In short, the earlier groundbreaking work of Black classicists was completely marginalized when it should have been promoted and celebrated, especially since such scholarship had already set out to challenge the very dangerous assumptions that are now being peddled by the alt-right and others — namely that black (and white) skin color stand as ahistoric or universal purveyors of racial meaning.

And the love affair between DNA and ancient history goes on. Nor have the ancient Egyptians, whose human remains in the form of mummies have long been poked and prodded for racial meaning, avoided similar genetic scrutiny. In fact, the desire to cast the genetic origins for whiteness as far back as possible means that even Neanderthals are being drawn into the fray.

Nature magazine recently devoted an entire editorial to the topic, noting that “the genetic study of ancient DNA is exploding, and the findings are posing several problems.” Calling for better collaboration between disciplines, they observe: “It is clear, for example, that although genetics has useful things to say about the sweep of population history, the more conventional disciplines provide essential context.” Or to paraphrase: “Wow, you guys really love DNA; but you know you have to be historians, too, right?”

Yes, yes, we do.

So, in sum, as ancient historians, we should not be affirming the authority of science and DNA in defining racial identity, but rather speaking for the need for better understanding of the categories and contexts in which such science operates.
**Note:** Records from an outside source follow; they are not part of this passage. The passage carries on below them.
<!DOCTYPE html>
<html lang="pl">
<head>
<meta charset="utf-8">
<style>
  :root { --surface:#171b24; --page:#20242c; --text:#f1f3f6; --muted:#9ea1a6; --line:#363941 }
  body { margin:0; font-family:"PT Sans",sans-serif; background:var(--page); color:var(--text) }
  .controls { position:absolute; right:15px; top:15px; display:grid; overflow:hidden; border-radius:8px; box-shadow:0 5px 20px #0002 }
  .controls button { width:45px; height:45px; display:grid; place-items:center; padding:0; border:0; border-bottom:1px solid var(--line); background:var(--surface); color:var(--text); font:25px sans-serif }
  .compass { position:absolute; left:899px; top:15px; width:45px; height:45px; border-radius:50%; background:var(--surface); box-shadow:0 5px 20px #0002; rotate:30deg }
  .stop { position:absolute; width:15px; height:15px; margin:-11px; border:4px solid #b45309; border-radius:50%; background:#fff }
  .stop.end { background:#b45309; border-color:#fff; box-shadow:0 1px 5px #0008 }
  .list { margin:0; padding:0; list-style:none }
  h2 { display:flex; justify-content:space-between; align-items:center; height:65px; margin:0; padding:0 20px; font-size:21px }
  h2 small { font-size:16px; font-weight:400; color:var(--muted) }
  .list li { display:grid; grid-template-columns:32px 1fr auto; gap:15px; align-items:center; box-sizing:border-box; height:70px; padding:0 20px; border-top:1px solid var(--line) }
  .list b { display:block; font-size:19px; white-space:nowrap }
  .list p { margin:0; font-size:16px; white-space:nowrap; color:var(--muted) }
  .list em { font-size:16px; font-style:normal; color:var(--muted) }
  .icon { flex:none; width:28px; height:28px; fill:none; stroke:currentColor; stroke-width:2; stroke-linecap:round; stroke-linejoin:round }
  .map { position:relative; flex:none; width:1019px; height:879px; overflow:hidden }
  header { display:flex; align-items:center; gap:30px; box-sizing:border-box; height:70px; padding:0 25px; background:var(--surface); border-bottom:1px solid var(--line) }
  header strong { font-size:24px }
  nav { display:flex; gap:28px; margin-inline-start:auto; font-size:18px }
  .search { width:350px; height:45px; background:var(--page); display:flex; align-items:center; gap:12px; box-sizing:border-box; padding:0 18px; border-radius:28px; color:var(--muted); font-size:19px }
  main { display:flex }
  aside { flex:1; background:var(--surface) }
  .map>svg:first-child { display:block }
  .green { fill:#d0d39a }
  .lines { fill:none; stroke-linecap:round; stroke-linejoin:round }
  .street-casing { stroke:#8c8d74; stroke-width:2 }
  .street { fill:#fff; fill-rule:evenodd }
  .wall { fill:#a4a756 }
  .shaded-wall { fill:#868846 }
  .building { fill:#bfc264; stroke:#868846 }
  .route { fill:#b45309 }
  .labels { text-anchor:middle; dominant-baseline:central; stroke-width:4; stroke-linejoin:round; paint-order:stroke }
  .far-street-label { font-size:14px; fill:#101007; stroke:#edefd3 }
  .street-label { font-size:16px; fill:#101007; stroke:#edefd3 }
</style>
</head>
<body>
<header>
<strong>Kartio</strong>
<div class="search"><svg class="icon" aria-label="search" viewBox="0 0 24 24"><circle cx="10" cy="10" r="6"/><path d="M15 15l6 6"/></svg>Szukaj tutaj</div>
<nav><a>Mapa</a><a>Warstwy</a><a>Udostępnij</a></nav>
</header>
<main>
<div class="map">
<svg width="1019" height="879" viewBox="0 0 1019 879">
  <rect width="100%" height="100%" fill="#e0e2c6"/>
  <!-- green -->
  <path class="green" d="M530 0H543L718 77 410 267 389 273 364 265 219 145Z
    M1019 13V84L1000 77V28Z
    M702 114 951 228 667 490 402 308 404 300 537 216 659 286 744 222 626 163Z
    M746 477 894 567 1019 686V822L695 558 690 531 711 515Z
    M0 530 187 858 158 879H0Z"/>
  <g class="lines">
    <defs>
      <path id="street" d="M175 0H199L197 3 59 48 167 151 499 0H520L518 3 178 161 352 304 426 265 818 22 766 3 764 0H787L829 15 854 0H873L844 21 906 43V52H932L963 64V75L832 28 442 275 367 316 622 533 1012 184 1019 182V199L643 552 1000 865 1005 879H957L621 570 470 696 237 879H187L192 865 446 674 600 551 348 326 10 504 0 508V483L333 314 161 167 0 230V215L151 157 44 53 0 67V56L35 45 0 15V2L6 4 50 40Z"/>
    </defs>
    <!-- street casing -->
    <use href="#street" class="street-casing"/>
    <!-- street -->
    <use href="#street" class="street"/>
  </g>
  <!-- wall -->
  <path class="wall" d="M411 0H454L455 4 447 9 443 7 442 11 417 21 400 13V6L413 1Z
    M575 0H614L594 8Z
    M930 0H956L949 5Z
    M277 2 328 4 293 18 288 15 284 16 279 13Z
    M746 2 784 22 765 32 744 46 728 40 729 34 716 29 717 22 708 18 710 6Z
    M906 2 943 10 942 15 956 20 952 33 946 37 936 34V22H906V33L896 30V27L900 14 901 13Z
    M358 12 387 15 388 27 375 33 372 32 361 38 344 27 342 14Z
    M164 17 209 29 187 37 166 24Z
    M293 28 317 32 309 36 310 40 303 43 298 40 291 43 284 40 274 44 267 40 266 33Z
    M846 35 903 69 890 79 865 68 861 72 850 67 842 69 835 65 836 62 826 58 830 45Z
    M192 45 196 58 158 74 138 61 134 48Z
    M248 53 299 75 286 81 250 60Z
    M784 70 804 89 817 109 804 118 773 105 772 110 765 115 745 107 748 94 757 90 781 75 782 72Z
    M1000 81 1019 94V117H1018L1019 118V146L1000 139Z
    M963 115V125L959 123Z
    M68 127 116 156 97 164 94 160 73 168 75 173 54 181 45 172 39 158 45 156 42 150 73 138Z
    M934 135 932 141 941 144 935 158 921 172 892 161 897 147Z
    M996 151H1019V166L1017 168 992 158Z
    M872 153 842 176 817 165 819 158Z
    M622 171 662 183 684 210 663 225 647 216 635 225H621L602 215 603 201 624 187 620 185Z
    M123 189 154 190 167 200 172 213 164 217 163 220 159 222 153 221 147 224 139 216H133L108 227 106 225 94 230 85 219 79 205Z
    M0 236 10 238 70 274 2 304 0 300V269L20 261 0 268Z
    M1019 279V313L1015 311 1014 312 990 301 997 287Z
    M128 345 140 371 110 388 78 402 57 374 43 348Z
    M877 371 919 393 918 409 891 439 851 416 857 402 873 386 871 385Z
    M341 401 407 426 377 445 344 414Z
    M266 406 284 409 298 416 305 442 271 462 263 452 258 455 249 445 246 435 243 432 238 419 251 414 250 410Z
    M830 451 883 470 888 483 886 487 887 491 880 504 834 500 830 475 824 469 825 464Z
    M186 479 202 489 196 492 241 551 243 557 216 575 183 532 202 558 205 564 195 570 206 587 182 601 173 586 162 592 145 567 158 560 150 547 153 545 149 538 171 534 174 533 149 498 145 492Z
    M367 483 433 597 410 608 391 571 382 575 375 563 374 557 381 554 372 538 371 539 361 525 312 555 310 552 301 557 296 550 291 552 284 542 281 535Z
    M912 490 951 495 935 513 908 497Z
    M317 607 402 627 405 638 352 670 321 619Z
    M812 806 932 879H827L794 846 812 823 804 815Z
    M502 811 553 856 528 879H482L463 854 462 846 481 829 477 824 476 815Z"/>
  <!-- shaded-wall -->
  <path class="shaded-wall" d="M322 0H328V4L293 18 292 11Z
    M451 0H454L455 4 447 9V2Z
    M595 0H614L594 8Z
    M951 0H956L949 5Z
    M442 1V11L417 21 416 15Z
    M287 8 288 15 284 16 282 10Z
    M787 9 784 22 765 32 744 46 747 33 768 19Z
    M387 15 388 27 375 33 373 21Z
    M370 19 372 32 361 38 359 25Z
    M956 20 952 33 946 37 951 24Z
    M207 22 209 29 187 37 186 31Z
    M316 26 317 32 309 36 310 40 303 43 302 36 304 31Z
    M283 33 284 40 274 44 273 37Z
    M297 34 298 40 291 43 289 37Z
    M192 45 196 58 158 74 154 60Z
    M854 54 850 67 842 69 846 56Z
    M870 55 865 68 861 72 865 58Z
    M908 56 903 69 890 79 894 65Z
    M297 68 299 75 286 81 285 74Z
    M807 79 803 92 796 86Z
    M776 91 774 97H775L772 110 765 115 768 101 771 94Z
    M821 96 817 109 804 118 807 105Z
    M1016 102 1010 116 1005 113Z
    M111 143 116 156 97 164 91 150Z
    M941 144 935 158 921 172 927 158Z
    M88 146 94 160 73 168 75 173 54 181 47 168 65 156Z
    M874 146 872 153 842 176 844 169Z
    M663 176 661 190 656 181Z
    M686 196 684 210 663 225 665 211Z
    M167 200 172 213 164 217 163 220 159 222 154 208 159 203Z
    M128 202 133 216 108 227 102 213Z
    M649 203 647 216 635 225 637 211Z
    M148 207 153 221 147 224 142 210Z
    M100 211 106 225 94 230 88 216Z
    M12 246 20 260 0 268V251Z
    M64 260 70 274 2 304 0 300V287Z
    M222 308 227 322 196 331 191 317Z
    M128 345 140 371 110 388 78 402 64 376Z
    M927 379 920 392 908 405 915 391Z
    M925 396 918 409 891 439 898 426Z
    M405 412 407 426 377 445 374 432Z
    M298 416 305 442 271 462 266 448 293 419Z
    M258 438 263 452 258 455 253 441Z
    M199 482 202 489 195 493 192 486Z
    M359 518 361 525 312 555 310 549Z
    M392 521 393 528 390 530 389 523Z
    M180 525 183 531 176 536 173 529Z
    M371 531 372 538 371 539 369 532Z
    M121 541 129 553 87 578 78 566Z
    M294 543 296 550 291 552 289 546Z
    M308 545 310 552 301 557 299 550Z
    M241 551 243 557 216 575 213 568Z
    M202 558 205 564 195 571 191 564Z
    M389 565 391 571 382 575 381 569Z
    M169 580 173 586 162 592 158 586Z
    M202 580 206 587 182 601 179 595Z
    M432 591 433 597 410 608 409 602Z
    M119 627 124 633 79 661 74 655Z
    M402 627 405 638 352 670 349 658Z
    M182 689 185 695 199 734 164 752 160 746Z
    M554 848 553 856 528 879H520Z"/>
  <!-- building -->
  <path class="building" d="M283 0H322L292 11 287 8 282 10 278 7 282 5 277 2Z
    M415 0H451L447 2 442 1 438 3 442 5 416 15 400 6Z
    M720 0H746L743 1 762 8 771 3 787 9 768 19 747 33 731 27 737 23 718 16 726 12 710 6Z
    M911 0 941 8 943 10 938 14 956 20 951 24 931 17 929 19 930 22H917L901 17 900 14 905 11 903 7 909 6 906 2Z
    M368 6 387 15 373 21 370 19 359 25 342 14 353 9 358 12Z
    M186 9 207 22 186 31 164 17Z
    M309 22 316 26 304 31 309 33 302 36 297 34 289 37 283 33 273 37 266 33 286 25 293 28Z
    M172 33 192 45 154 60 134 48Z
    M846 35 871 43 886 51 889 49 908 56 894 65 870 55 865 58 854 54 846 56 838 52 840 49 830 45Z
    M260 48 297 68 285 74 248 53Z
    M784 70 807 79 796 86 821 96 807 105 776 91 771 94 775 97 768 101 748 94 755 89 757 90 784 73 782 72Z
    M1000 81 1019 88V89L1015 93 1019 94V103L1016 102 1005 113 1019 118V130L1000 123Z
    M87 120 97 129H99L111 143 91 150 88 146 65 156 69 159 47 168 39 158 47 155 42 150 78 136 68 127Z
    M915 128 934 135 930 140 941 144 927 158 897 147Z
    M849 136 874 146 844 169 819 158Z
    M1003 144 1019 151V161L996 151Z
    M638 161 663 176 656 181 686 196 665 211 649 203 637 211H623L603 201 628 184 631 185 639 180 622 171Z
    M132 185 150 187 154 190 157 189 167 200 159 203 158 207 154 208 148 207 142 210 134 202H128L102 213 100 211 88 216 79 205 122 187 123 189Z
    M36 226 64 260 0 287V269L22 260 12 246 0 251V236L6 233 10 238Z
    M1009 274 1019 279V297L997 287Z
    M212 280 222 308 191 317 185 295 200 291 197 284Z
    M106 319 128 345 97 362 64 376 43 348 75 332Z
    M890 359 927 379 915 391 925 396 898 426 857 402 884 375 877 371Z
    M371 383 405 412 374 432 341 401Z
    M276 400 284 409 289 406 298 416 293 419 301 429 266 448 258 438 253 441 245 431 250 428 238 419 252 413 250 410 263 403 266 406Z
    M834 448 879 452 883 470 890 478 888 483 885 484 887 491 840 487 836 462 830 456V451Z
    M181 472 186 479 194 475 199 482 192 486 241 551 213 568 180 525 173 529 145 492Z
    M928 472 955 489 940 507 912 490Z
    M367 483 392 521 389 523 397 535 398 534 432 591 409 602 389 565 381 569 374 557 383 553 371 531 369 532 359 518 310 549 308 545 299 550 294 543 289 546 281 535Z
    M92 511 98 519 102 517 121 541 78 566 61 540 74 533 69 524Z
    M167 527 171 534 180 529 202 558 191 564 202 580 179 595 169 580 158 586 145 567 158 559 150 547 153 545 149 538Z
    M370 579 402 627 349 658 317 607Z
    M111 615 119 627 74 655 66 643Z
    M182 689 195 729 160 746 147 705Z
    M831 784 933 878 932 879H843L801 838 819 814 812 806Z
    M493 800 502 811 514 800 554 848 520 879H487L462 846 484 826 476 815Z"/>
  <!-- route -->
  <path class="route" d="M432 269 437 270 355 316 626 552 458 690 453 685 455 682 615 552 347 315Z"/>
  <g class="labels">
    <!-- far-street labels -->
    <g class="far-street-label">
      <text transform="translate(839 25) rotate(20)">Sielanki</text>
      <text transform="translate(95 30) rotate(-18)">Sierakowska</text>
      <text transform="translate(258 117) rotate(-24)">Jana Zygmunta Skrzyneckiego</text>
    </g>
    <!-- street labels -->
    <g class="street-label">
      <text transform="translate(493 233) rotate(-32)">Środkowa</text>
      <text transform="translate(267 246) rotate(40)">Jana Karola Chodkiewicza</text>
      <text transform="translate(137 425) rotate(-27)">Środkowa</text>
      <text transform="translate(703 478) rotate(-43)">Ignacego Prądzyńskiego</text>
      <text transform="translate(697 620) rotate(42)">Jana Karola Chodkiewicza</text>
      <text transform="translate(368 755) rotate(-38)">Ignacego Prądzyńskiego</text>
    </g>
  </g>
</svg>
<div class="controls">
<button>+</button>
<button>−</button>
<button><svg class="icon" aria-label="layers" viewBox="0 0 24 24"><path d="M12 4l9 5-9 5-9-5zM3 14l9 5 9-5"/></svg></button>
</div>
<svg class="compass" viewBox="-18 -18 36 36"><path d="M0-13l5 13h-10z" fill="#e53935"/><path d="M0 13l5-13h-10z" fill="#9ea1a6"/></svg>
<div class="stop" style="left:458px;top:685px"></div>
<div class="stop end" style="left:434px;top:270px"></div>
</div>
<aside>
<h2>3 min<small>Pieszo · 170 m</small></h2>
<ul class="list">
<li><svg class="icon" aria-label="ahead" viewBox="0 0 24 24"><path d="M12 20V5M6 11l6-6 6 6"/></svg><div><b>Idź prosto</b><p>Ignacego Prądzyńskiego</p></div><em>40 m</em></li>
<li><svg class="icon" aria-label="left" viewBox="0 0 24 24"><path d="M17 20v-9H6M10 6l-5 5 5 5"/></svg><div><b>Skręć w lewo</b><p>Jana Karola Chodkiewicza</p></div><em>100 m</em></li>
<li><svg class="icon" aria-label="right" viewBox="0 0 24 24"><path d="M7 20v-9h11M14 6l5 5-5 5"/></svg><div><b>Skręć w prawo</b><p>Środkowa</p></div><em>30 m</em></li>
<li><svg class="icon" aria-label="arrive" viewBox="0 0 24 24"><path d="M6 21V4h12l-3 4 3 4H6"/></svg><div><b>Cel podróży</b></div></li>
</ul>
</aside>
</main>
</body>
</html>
This means not only working to clarify the meaning of race in antiquity itself, but also speaking against any attempt to impose today’s ideas about race onto ancient bodies, especially in the service of narratives that seek to define where people are “from” and so inherently “belong” — propositions that can have devastating consequences at a time when human migration and the very idea of “home” is so fraught.

But I want to close with an even more powerful rejoinder to DNA’s role in the return of racial science. Citing the pervasive effects of American racism as “Nothin’ New,” the rapper 21 Savage turns to historical violence rather than science in interpreting his biological makeup:

Anger in my genes, they used to hang us up with ropes

Using science as a shield for asserting racist “truths”: that’s nothing new. But neither is the struggle against such tendencies. And maybe it’s time as historians we gave a little less authority to DNA science and started listening instead to other voices postulating their own ideas about what we are carrying around internally and why.

Denise Eileen McCoskey is a Professor of Classics and affiliate of Black World Studies at Miami University (Ohio). She is the author of Race: Antiquity & Its Legacy, and past recipient of the John J. Winkler Memorial Prize. In 2009, she won the American Philological Association Award for Excellence in Teaching at the College Level.